**What the task asks:** The answer should consist of all the records, written out word for word.

**** Task inputs

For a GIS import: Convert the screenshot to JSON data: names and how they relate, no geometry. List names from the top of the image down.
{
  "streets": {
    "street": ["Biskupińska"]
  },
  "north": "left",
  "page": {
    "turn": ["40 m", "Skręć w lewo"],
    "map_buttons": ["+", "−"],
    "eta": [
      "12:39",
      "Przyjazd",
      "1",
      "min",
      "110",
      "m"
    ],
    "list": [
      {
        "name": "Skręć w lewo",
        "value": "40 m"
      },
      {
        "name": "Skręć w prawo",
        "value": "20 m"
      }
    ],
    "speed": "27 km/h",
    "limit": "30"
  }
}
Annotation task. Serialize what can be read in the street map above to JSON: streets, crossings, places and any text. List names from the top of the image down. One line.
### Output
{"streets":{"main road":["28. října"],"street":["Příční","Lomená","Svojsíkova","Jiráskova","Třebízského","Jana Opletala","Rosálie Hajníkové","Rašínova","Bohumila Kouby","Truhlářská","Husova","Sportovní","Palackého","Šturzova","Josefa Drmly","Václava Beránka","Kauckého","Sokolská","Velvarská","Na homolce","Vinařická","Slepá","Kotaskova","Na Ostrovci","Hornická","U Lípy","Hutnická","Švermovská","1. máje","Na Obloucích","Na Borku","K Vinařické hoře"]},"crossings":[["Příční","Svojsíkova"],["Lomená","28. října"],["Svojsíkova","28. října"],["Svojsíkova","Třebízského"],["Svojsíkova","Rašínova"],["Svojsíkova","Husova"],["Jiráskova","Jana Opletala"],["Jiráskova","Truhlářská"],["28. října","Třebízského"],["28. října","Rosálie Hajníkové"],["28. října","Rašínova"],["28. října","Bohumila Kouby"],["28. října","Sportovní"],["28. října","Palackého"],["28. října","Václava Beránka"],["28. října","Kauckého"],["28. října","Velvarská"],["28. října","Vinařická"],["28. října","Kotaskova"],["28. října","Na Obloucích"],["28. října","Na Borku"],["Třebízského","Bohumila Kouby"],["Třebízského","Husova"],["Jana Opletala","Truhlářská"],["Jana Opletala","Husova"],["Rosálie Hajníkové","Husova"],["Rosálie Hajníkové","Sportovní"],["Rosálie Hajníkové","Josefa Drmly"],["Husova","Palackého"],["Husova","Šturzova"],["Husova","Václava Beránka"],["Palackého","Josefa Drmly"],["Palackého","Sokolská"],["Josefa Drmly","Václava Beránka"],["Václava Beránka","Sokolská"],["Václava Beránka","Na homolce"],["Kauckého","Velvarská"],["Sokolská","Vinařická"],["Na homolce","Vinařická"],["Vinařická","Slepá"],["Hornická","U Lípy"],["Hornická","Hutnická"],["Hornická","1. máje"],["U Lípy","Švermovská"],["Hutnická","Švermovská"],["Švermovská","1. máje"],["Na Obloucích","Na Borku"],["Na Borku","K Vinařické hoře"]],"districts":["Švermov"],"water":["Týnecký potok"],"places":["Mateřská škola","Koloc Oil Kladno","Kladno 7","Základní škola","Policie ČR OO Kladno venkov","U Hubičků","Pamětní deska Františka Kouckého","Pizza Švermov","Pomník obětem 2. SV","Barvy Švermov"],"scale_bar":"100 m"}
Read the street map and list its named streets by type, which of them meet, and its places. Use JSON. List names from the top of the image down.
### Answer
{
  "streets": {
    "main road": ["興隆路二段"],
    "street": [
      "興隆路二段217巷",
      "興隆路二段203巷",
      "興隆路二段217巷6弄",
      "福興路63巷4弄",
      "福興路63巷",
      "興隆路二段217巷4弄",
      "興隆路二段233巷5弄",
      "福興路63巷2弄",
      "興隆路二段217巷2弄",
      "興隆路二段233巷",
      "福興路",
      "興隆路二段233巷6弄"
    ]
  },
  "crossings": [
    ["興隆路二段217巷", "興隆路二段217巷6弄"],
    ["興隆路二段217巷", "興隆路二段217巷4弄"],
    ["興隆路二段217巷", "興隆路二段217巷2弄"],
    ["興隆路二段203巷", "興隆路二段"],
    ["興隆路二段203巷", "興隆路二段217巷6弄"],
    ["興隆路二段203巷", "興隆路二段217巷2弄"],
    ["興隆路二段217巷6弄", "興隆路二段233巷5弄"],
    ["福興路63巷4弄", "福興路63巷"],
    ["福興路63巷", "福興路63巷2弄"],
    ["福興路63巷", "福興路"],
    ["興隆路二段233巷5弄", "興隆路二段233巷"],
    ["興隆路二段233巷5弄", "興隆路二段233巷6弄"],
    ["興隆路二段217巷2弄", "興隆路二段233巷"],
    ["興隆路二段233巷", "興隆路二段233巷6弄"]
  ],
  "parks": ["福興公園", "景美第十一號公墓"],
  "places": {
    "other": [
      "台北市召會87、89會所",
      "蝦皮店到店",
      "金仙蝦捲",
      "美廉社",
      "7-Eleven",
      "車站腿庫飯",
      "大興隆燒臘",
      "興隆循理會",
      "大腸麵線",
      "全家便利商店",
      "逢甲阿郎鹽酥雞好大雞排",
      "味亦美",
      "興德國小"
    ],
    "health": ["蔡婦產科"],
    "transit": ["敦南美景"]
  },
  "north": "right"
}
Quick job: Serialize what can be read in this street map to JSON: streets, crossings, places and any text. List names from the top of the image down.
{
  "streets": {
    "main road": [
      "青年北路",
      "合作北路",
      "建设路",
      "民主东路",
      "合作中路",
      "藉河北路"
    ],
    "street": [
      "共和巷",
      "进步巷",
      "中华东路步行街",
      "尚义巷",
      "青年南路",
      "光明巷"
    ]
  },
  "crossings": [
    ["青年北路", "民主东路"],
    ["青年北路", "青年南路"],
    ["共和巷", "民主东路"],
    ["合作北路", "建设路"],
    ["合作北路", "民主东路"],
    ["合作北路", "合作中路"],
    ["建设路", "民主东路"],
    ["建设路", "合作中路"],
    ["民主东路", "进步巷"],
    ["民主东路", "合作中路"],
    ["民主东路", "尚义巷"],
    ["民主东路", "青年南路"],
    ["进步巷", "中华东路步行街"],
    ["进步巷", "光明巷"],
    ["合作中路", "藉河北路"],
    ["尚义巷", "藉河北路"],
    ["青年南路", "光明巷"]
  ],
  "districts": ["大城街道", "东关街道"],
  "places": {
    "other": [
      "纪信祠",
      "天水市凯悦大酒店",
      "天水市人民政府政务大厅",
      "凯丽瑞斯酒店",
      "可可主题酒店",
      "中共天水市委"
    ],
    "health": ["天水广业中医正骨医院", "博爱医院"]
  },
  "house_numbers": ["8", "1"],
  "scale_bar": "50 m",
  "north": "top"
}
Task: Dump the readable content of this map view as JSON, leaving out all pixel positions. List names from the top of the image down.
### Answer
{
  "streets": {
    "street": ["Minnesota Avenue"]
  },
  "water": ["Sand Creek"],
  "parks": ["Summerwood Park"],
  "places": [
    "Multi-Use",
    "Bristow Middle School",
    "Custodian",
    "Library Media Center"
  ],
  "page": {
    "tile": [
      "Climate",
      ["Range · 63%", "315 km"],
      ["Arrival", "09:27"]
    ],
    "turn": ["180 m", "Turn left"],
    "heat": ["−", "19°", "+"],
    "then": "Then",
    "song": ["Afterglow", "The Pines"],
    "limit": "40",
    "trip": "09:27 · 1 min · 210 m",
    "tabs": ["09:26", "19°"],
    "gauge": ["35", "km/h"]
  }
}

********

**Solution to this task:**
For a GIS import: Convert the screenshot to JSON data: names and how they relate, no geometry. List names from the top of the image down.
{
  "streets": {
    "street": ["Biskupińska"]
  },
  "north": "left",
  "page": {
    "turn": ["40 m", "Skręć w lewo"],
    "map_buttons": ["+", "−"],
    "eta": [
      "12:39",
      "Przyjazd",
      "1",
      "min",
      "110",
      "m"
    ],
    "list": [
      {
        "name": "Skręć w lewo",
        "value": "40 m"
      },
      {
        "name": "Skręć w prawo",
        "value": "20 m"
      }
    ],
    "speed": "27 km/h",
    "limit": "30"
  }
}
Annotation task. Serialize what can be read in the street map above to JSON: streets, crossings, places and any text. List names from the top of the image down. One line.
### Output
{"streets":{"main road":["28. října"],"street":["Příční","Lomená","Svojsíkova","Jiráskova","Třebízského","Jana Opletala","Rosálie Hajníkové","Rašínova","Bohumila Kouby","Truhlářská","Husova","Sportovní","Palackého","Šturzova","Josefa Drmly","Václava Beránka","Kauckého","Sokolská","Velvarská","Na homolce","Vinařická","Slepá","Kotaskova","Na Ostrovci","Hornická","U Lípy","Hutnická","Švermovská","1. máje","Na Obloucích","Na Borku","K Vinařické hoře"]},"crossings":[["Příční","Svojsíkova"],["Lomená","28. října"],["Svojsíkova","28. října"],["Svojsíkova","Třebízského"],["Svojsíkova","Rašínova"],["Svojsíkova","Husova"],["Jiráskova","Jana Opletala"],["Jiráskova","Truhlářská"],["28. října","Třebízského"],["28. října","Rosálie Hajníkové"],["28. října","Rašínova"],["28. října","Bohumila Kouby"],["28. října","Sportovní"],["28. října","Palackého"],["28. října","Václava Beránka"],["28. října","Kauckého"],["28. října","Velvarská"],["28. října","Vinařická"],["28. října","Kotaskova"],["28. října","Na Obloucích"],["28. října","Na Borku"],["Třebízského","Bohumila Kouby"],["Třebízského","Husova"],["Jana Opletala","Truhlářská"],["Jana Opletala","Husova"],["Rosálie Hajníkové","Husova"],["Rosálie Hajníkové","Sportovní"],["Rosálie Hajníkové","Josefa Drmly"],["Husova","Palackého"],["Husova","Šturzova"],["Husova","Václava Beránka"],["Palackého","Josefa Drmly"],["Palackého","Sokolská"],["Josefa Drmly","Václava Beránka"],["Václava Beránka","Sokolská"],["Václava Beránka","Na homolce"],["Kauckého","Velvarská"],["Sokolská","Vinařická"],["Na homolce","Vinařická"],["Vinařická","Slepá"],["Hornická","U Lípy"],["Hornická","Hutnická"],["Hornická","1. máje"],["U Lípy","Švermovská"],["Hutnická","Švermovská"],["Švermovská","1. máje"],["Na Obloucích","Na Borku"],["Na Borku","K Vinařické hoře"]],"districts":["Švermov"],"water":["Týnecký potok"],"places":["Mateřská škola","Koloc Oil Kladno","Kladno 7","Základní škola","Policie ČR OO Kladno venkov","U Hubičků","Pamětní deska Františka Kouckého","Pizza Švermov","Pomník obětem 2. SV","Barvy Švermov"],"scale_bar":"100 m"}
Read the street map and list its named streets by type, which of them meet, and its places. Use JSON. List names from the top of the image down.
### Answer
{
  "streets": {
    "main road": ["興隆路二段"],
    "street": [
      "興隆路二段217巷",
      "興隆路二段203巷",
      "興隆路二段217巷6弄",
      "福興路63巷4弄",
      "福興路63巷",
      "興隆路二段217巷4弄",
      "興隆路二段233巷5弄",
      "福興路63巷2弄",
      "興隆路二段217巷2弄",
      "興隆路二段233巷",
      "福興路",
      "興隆路二段233巷6弄"
    ]
  },
  "crossings": [
    ["興隆路二段217巷", "興隆路二段217巷6弄"],
    ["興隆路二段217巷", "興隆路二段217巷4弄"],
    ["興隆路二段217巷", "興隆路二段217巷2弄"],
    ["興隆路二段203巷", "興隆路二段"],
    ["興隆路二段203巷", "興隆路二段217巷6弄"],
    ["興隆路二段203巷", "興隆路二段217巷2弄"],
    ["興隆路二段217巷6弄", "興隆路二段233巷5弄"],
    ["福興路63巷4弄", "福興路63巷"],
    ["福興路63巷", "福興路63巷2弄"],
    ["福興路63巷", "福興路"],
    ["興隆路二段233巷5弄", "興隆路二段233巷"],
    ["興隆路二段233巷5弄", "興隆路二段233巷6弄"],
    ["興隆路二段217巷2弄", "興隆路二段233巷"],
    ["興隆路二段233巷", "興隆路二段233巷6弄"]
  ],
  "parks": ["福興公園", "景美第十一號公墓"],
  "places": {
    "other": [
      "台北市召會87、89會所",
      "蝦皮店到店",
      "金仙蝦捲",
      "美廉社",
      "7-Eleven",
      "車站腿庫飯",
      "大興隆燒臘",
      "興隆循理會",
      "大腸麵線",
      "全家便利商店",
      "逢甲阿郎鹽酥雞好大雞排",
      "味亦美",
      "興德國小"
    ],
    "health": ["蔡婦產科"],
    "transit": ["敦南美景"]
  },
  "north": "right"
}
Quick job: Serialize what can be read in this street map to JSON: streets, crossings, places and any text. List names from the top of the image down.
{
  "streets": {
    "main road": [
      "青年北路",
      "合作北路",
      "建设路",
      "民主东路",
      "合作中路",
      "藉河北路"
    ],
    "street": [
      "共和巷",
      "进步巷",
      "中华东路步行街",
      "尚义巷",
      "青年南路",
      "光明巷"
    ]
  },
  "crossings": [
    ["青年北路", "民主东路"],
    ["青年北路", "青年南路"],
    ["共和巷", "民主东路"],
    ["合作北路", "建设路"],
    ["合作北路", "民主东路"],
    ["合作北路", "合作中路"],
    ["建设路", "民主东路"],
    ["建设路", "合作中路"],
    ["民主东路", "进步巷"],
    ["民主东路", "合作中路"],
    ["民主东路", "尚义巷"],
    ["民主东路", "青年南路"],
    ["进步巷", "中华东路步行街"],
    ["进步巷", "光明巷"],
    ["合作中路", "藉河北路"],
    ["尚义巷", "藉河北路"],
    ["青年南路", "光明巷"]
  ],
  "districts": ["大城街道", "东关街道"],
  "places": {
    "other": [
      "纪信祠",
      "天水市凯悦大酒店",
      "天水市人民政府政务大厅",
      "凯丽瑞斯酒店",
      "可可主题酒店",
      "中共天水市委"
    ],
    "health": ["天水广业中医正骨医院", "博爱医院"]
  },
  "house_numbers": ["8", "1"],
  "scale_bar": "50 m",
  "north": "top"
}
Task: Dump the readable content of this map view as JSON, leaving out all pixel positions. List names from the top of the image down.
### Answer
{
  "streets": {
    "street": ["Minnesota Avenue"]
  },
  "water": ["Sand Creek"],
  "parks": ["Summerwood Park"],
  "places": [
    "Multi-Use",
    "Bristow Middle School",
    "Custodian",
    "Library Media Center"
  ],
  "page": {
    "tile": [
      "Climate",
      ["Range · 63%", "315 km"],
      ["Arrival", "09:27"]
    ],
    "turn": ["180 m", "Turn left"],
    "heat": ["−", "19°", "+"],
    "then": "Then",
    "song": ["Afterglow", "The Pines"],
    "limit": "40",
    "trip": "09:27 · 1 min · 210 m",
    "tabs": ["09:26", "19°"],
    "gauge": ["35", "km/h"]
  }
}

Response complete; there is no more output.